## Exercise
Every line of the data is to be output verbatim.

## Data
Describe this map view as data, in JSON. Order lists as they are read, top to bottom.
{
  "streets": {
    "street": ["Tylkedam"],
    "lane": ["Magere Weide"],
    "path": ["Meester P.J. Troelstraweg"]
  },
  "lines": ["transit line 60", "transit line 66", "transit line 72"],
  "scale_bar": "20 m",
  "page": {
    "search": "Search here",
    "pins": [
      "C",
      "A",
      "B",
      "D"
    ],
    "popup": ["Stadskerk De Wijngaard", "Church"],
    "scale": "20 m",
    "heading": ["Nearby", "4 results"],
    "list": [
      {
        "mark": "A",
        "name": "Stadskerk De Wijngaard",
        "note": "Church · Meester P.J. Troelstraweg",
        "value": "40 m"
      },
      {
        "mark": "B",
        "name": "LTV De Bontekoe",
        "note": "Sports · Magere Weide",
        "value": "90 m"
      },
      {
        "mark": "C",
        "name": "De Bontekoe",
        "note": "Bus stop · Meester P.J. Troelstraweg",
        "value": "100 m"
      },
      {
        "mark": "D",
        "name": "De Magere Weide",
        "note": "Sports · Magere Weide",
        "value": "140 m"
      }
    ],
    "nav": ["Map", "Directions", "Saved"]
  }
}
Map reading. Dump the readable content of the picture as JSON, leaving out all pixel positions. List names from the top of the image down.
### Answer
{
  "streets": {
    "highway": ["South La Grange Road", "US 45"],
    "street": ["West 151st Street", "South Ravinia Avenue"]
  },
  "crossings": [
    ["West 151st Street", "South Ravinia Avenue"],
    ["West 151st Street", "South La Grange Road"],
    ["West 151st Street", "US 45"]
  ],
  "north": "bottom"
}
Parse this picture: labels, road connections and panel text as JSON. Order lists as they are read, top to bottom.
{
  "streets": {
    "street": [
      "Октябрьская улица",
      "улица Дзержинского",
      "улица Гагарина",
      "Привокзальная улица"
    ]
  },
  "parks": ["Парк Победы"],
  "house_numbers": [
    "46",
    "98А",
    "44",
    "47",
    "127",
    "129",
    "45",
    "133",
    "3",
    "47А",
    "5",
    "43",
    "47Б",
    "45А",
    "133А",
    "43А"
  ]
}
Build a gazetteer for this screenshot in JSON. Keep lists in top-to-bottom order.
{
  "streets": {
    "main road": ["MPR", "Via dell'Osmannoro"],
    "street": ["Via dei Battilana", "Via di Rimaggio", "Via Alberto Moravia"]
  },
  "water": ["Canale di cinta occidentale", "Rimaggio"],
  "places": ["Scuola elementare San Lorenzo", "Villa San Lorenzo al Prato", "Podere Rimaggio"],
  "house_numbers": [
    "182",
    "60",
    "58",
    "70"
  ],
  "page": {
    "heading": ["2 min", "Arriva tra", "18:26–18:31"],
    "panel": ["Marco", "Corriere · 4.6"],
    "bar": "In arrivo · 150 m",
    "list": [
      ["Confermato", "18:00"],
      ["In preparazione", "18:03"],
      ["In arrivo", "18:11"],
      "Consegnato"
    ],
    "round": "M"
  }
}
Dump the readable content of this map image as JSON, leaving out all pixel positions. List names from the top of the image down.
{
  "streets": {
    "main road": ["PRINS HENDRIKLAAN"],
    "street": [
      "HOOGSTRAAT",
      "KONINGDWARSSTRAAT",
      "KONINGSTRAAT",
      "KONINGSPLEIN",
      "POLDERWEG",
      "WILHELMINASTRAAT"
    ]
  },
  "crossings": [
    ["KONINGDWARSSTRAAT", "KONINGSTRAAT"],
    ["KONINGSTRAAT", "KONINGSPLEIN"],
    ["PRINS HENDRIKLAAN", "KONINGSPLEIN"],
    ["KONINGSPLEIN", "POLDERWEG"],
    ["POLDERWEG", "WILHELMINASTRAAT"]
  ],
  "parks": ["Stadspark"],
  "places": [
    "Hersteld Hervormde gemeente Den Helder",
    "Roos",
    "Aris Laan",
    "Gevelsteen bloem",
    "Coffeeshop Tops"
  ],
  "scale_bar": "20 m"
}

## Solution
Describe this map view as data, in JSON. Order lists as they are read, top to bottom.
{
  "streets": {
    "street": ["Tylkedam"],
    "lane": ["Magere Weide"],
    "path": ["Meester P.J. Troelstraweg"]
  },
  "lines": ["transit line 60", "transit line 66", "transit line 72"],
  "scale_bar": "20 m",
  "page": {
    "search": "Search here",
    "pins": [
      "C",
      "A",
      "B",
      "D"
    ],
    "popup": ["Stadskerk De Wijngaard", "Church"],
    "scale": "20 m",
    "heading": ["Nearby", "4 results"],
    "list": [
      {
        "mark": "A",
        "name": "Stadskerk De Wijngaard",
        "note": "Church · Meester P.J. Troelstraweg",
        "value": "40 m"
      },
      {
        "mark": "B",
        "name": "LTV De Bontekoe",
        "note": "Sports · Magere Weide",
        "value": "90 m"
      },
      {
        "mark": "C",
        "name": "De Bontekoe",
        "note": "Bus stop · Meester P.J. Troelstraweg",
        "value": "100 m"
      },
      {
        "mark": "D",
        "name": "De Magere Weide",
        "note": "Sports · Magere Weide",
        "value": "140 m"
      }
    ],
    "nav": ["Map", "Directions", "Saved"]
  }
}
Map reading. Dump the readable content of the picture as JSON, leaving out all pixel positions. List names from the top of the image down.
### Answer
{
  "streets": {
    "highway": ["South La Grange Road", "US 45"],
    "street": ["West 151st Street", "South Ravinia Avenue"]
  },
  "crossings": [
    ["West 151st Street", "South Ravinia Avenue"],
    ["West 151st Street", "South La Grange Road"],
    ["West 151st Street", "US 45"]
  ],
  "north": "bottom"
}
Parse this picture: labels, road connections and panel text as JSON. Order lists as they are read, top to bottom.
{
  "streets": {
    "street": [
      "Октябрьская улица",
      "улица Дзержинского",
      "улица Гагарина",
      "Привокзальная улица"
    ]
  },
  "parks": ["Парк Победы"],
  "house_numbers": [
    "46",
    "98А",
    "44",
    "47",
    "127",
    "129",
    "45",
    "133",
    "3",
    "47А",
    "5",
    "43",
    "47Б",
    "45А",
    "133А",
    "43А"
  ]
}
Build a gazetteer for this screenshot in JSON. Keep lists in top-to-bottom order.
{
  "streets": {
    "main road": ["MPR", "Via dell'Osmannoro"],
    "street": ["Via dei Battilana", "Via di Rimaggio", "Via Alberto Moravia"]
  },
  "water": ["Canale di cinta occidentale", "Rimaggio"],
  "places": ["Scuola elementare San Lorenzo", "Villa San Lorenzo al Prato", "Podere Rimaggio"],
  "house_numbers": [
    "182",
    "60",
    "58",
    "70"
  ],
  "page": {
    "heading": ["2 min", "Arriva tra", "18:26–18:31"],
    "panel": ["Marco", "Corriere · 4.6"],
    "bar": "In arrivo · 150 m",
    "list": [
      ["Confermato", "18:00"],
      ["In preparazione", "18:03"],
      ["In arrivo", "18:11"],
      "Consegnato"
    ],
    "round": "M"
  }
}
Dump the readable content of this map image as JSON, leaving out all pixel positions. List names from the top of the image down.
{
  "streets": {
    "main road": ["PRINS HENDRIKLAAN"],
    "street": [
      "HOOGSTRAAT",
      "KONINGDWARSSTRAAT",
      "KONINGSTRAAT",
      "KONINGSPLEIN",
      "POLDERWEG",
      "WILHELMINASTRAAT"
    ]
  },
  "crossings": [
    ["KONINGDWARSSTRAAT", "KONINGSTRAAT"],
    ["KONINGSTRAAT", "KONINGSPLEIN"],
    ["PRINS HENDRIKLAAN", "KONINGSPLEIN"],
    ["KONINGSPLEIN", "POLDERWEG"],
    ["POLDERWEG", "WILHELMINASTRAAT"]
  ],
  "parks": ["Stadspark"],
  "places": [
    "Hersteld Hervormde gemeente Den Helder",
    "Roos",
    "Aris Laan",
    "Gevelsteen bloem",
    "Coffeeshop Tops"
  ],
  "scale_bar": "20 m"
}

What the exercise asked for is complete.